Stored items

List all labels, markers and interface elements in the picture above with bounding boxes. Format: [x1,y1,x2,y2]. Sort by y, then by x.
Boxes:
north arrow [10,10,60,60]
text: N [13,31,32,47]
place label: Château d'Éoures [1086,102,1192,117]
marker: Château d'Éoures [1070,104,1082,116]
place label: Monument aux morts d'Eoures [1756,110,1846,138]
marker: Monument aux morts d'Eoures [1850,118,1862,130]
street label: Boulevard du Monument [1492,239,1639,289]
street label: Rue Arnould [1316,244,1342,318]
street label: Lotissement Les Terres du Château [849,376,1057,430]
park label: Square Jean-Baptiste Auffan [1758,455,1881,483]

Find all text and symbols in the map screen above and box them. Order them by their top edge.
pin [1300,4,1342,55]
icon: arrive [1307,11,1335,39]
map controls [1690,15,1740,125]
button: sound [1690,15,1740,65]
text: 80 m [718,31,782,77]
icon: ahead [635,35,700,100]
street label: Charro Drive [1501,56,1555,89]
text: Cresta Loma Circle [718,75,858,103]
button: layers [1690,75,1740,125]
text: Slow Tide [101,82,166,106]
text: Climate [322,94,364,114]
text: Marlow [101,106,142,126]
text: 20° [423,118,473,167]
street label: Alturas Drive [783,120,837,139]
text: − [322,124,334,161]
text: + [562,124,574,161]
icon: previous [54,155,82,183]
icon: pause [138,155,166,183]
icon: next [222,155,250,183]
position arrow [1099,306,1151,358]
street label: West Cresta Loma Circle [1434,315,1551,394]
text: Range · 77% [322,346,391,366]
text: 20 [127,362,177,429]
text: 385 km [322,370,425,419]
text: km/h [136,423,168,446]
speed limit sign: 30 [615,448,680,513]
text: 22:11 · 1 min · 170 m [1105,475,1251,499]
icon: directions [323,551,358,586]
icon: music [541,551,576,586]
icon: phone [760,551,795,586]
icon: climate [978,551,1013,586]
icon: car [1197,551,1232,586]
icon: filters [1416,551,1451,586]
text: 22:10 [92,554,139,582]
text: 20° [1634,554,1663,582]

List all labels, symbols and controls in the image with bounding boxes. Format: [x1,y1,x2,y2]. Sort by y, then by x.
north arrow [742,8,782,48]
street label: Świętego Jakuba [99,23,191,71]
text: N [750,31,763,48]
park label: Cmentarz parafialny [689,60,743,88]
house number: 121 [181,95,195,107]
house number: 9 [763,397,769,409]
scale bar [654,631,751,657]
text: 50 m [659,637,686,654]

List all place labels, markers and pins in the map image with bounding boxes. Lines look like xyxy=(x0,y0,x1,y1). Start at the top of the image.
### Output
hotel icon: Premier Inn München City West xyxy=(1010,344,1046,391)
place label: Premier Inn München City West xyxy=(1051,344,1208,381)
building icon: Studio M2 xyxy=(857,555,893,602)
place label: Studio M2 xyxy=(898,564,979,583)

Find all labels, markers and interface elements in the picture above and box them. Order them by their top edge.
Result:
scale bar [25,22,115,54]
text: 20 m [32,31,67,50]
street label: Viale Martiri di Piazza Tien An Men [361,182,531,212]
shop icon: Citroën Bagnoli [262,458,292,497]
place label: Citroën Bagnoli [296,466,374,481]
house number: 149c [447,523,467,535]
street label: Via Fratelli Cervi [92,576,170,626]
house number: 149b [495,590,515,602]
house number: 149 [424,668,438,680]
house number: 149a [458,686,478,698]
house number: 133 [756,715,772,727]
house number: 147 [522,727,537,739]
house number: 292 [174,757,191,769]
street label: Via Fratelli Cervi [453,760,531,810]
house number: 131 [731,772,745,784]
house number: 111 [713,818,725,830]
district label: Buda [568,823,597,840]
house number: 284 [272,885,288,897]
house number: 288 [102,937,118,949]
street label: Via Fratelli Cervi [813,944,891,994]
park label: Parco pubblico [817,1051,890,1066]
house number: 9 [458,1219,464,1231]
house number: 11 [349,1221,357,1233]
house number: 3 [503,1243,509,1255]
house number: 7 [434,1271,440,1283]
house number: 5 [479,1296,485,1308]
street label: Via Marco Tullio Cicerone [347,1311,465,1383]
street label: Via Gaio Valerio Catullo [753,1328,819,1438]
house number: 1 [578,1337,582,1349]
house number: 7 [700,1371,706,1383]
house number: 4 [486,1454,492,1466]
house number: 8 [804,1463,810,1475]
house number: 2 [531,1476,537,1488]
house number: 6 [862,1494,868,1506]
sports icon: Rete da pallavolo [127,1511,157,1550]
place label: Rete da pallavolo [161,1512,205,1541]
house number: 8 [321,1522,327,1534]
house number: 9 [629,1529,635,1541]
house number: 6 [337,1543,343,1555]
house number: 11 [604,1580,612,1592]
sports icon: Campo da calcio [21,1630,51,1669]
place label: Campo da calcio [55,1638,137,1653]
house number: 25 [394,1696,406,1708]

What is required: Begin with the line above that has "List all place" and continue through the line that has "Find all labels, markers", setting each one down exactly. Stop there.

Task result:
List all place labels, markers and pins in the map image with bounding boxes. Lines look like xyxy=(x0,y0,x1,y1). Start at the top of the image.
### Output
hotel icon: Premier Inn München City West xyxy=(1010,344,1046,391)
place label: Premier Inn München City West xyxy=(1051,344,1208,381)
building icon: Studio M2 xyxy=(857,555,893,602)
place label: Studio M2 xyxy=(898,564,979,583)

Find all labels, markers and interface elements in the picture above and box them. Order them by their top edge.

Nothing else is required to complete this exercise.